Kitaptaki söyleşilere gelecek olarsak sayıca çokça kabul edebileceğimiz bu röportajlar Doğu-Batı meselesi, Türk toplumunun medeniyet serüveni üzerine ince fikirleri masaya yatırma gereksinimi uyandırıyor. Türk aydını kimdir, nasıl olmalıdır soruları bir kez daha zihinlerimizde çakıyor.

ROMAN ŞÜPHENİN VE SUALLERİN ÜLKESİ

1964 ile 1987 yıllarını kapsayan röportajlar “Başlıca işim düşünmek ve düşündüklerimi cemiyeti sunmaktır.” diyen Cemil Meriç’in düşünce dünyasına dair ilginç kabul edilebilecek bilgiler de sunuyor okura. Divan edebiyatında Avrupai anlamda romanın olmayışını insani ilimlerin gelişmiş olmasına bağlanıp bağlanmayacağı sorusuna Meriç’in verdiği cevap oldukça düşündürücüdür: “Efendim, Osmanlı’da, âlem-i İslam’da ilimler vasıtadır ve son derece inkişafa mazhar olmamıştır. Çünkü ehemmiyet verilmemiştir fazla. Mühim olan dini ilimlerdir. Dini ilimler de vahye dayanır, nassa dayanır. Binaenaleyh romanın at koşturacağı bir saha yoktur. Yani vahyin hâkim olduğu sahada romanın ve romancının söyleyeceği bir söz yoktur. Bu itibarla romanın gelişmesine imkân yoktur. Çünkü romandan çok daha ciddi, çok daha kat’i, çok daha mutlak hakikatlerin ifade edildiği dini ilimler vardır. Mutlaklar dünyasında romana ihtiyaç yoktur.

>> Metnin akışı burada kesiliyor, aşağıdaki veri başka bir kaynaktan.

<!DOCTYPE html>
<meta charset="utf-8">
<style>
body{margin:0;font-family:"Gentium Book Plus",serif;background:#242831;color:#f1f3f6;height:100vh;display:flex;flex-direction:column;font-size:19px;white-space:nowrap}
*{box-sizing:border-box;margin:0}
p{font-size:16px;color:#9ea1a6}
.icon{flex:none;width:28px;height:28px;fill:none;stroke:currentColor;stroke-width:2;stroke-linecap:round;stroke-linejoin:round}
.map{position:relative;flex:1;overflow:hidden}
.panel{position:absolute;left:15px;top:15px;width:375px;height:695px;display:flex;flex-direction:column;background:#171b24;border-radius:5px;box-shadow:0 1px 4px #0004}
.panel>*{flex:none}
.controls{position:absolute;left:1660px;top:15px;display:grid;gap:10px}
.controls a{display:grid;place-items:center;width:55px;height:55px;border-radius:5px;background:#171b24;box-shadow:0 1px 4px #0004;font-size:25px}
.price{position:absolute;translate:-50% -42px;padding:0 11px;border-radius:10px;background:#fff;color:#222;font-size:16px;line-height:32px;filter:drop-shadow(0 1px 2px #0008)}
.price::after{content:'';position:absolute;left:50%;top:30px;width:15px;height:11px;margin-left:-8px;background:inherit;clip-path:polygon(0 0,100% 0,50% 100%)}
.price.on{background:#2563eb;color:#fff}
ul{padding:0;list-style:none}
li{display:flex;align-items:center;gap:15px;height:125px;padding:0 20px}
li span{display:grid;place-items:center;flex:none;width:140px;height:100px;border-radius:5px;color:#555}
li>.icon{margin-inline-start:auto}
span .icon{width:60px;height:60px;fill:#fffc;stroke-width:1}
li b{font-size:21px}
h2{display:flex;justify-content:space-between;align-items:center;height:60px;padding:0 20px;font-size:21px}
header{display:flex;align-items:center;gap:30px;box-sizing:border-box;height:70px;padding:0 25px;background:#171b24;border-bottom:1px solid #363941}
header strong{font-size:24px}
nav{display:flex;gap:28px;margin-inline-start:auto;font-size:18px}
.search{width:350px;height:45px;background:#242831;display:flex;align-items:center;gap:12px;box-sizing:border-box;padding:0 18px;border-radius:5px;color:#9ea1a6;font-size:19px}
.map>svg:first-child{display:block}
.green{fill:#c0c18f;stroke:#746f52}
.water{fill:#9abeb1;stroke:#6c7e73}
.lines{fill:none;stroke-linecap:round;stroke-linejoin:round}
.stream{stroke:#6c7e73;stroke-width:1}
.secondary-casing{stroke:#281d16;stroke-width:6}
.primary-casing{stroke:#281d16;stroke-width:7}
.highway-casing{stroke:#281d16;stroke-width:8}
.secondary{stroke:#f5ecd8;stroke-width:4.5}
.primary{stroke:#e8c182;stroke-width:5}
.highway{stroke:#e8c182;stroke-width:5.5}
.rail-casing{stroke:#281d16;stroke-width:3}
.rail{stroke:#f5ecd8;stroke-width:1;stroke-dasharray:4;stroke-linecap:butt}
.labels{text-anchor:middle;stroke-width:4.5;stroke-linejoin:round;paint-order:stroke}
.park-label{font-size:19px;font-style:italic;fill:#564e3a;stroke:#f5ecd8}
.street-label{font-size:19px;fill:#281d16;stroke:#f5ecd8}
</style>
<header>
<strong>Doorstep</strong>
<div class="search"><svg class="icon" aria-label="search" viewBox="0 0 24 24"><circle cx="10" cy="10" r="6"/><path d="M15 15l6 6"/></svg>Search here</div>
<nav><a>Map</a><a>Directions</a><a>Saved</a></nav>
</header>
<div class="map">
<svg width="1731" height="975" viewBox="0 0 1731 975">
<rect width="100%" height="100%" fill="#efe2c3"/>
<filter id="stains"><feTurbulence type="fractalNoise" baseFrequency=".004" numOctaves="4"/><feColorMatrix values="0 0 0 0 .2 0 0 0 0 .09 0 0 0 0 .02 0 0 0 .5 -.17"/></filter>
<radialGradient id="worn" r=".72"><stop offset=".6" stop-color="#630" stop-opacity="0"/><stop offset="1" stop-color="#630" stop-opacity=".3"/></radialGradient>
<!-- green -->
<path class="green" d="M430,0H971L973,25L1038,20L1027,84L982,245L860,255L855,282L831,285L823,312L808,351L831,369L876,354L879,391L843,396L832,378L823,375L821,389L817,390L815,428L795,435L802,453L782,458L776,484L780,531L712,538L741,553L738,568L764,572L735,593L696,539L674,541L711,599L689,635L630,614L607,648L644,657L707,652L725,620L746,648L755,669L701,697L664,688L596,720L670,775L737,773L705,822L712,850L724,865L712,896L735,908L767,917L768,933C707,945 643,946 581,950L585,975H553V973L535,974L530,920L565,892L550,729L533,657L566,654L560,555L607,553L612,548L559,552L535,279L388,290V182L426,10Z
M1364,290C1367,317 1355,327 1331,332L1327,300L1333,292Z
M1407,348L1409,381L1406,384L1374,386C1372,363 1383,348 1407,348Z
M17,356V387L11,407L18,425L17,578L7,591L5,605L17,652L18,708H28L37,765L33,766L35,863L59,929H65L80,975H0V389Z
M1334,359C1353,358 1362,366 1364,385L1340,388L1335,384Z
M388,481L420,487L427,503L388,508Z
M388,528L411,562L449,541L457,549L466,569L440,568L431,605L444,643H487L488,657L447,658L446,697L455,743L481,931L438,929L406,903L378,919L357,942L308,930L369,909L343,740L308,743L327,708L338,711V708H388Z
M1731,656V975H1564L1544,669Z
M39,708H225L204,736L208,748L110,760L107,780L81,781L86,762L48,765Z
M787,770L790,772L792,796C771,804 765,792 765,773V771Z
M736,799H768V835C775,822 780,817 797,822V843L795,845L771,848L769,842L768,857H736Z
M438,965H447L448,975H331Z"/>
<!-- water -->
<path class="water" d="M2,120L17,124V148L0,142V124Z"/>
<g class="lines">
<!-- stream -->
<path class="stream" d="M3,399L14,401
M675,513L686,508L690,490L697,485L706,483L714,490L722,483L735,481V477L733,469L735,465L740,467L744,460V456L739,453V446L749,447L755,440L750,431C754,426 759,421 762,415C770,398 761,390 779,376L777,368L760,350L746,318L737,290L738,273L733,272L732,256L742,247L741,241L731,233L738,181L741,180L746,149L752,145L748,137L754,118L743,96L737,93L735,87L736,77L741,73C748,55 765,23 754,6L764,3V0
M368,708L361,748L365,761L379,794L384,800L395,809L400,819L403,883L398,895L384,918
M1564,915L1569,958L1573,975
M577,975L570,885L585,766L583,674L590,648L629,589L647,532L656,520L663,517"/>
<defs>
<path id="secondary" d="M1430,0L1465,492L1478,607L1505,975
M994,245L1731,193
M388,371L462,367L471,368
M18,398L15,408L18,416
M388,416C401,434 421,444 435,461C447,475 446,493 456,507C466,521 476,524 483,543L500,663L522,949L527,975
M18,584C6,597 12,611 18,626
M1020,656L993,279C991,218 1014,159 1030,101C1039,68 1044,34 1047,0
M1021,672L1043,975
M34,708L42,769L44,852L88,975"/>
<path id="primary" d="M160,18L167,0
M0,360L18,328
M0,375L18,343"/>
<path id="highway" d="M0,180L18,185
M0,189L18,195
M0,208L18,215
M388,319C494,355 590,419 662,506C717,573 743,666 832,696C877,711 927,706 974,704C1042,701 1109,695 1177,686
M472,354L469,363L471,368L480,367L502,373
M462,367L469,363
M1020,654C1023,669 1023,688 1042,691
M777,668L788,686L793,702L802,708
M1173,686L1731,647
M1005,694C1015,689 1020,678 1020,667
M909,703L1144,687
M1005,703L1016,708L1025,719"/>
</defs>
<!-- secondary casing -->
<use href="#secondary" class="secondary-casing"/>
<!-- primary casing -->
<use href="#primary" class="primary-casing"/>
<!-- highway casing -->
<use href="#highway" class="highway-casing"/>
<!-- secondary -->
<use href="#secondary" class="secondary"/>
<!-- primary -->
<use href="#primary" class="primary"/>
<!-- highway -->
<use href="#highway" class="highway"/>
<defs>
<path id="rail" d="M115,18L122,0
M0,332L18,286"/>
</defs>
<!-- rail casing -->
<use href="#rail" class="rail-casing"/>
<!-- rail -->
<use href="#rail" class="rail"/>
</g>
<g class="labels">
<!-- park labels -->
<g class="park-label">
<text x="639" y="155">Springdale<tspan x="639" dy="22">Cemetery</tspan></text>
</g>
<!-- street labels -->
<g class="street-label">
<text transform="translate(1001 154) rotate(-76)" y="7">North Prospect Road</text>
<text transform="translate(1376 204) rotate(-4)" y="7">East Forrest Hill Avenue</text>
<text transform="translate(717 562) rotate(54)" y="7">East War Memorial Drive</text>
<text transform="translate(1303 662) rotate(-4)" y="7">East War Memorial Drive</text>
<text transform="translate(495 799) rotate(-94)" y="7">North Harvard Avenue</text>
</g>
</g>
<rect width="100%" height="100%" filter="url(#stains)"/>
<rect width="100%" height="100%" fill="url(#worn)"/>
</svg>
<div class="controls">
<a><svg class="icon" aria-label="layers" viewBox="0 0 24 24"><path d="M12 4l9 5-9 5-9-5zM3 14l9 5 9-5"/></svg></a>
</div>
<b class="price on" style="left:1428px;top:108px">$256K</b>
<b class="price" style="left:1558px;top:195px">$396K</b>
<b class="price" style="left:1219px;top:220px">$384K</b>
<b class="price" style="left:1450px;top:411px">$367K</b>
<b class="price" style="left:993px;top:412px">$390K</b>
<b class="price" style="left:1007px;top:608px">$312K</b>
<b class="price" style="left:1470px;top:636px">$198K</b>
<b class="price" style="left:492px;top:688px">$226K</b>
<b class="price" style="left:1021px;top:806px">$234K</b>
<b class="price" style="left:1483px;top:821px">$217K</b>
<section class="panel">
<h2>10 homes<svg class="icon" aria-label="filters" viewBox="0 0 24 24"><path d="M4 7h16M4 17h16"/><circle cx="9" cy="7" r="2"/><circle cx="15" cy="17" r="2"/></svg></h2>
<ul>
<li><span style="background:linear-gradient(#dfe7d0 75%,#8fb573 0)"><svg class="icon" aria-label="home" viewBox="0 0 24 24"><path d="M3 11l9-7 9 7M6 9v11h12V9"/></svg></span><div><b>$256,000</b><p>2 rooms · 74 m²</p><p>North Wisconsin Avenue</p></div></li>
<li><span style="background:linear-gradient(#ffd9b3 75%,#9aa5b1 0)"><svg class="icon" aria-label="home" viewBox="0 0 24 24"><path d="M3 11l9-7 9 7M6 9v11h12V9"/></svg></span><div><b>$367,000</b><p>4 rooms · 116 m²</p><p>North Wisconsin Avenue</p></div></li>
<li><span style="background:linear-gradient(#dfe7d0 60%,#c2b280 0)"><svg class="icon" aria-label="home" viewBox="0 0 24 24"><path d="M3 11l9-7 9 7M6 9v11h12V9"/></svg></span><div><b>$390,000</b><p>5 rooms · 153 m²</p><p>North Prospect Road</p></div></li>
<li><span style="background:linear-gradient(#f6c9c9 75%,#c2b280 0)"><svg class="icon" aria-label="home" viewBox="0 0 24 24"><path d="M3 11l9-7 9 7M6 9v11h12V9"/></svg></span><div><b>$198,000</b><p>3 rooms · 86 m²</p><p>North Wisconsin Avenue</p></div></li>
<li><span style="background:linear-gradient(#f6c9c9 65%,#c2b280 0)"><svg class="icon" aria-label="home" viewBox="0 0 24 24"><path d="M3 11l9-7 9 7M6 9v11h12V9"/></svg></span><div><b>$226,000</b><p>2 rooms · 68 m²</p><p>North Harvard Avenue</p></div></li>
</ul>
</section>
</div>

Roman şüphenin, henüz belli olmayanın, hatta suallerin ülkesidir. Esasen edebiyat bütünüyle bir eğlencedir. Yani bir boş vakit geçirme vesilesidir. Şiir de öyledir, hikâye de öyledir.” Bu sözlerinden sonra “Bu durum, Türk edebiyatı için bir noksanlık kabul edilebilir mi?” sorusunu ise Cemil Meriç, “Ne münasebet efendim, hayır. Roman, hasta toplumların mahsulüdür” diyerek cevaplıyor.

 Osmanlı’nın irfanı Türkiye’nin kültürü

Doğu-Batı ve medeniyet algısı hususunda Türk aydınının görüşleri, tavırları, aldığı tepkileri nasıl olmalı sorunsalına da günümüzden bakma fırsatı sunuyor Cemil Meriç’in cevapları. Her biri zihinlerimizde yeni kapılar aralıyor. Örnek olarak Meriç’in kültür ve irfan üzerine Mehmet Akif Ak’a söylediği şu anlamlı sözleri aktaralım: Bence kültür, bir Batı mefhumudur. Bu itibarla Batı’dan aldığımız bilgiler için, başka bir deyişle irfanımızın sığlaşmış, soysuzlaşmış, yabancılaşmış kısımları için kullanılmalıdır. Yani bir Osmanlı irfanından, bir de Cumhuriyet kültüründen söz edebiliriz.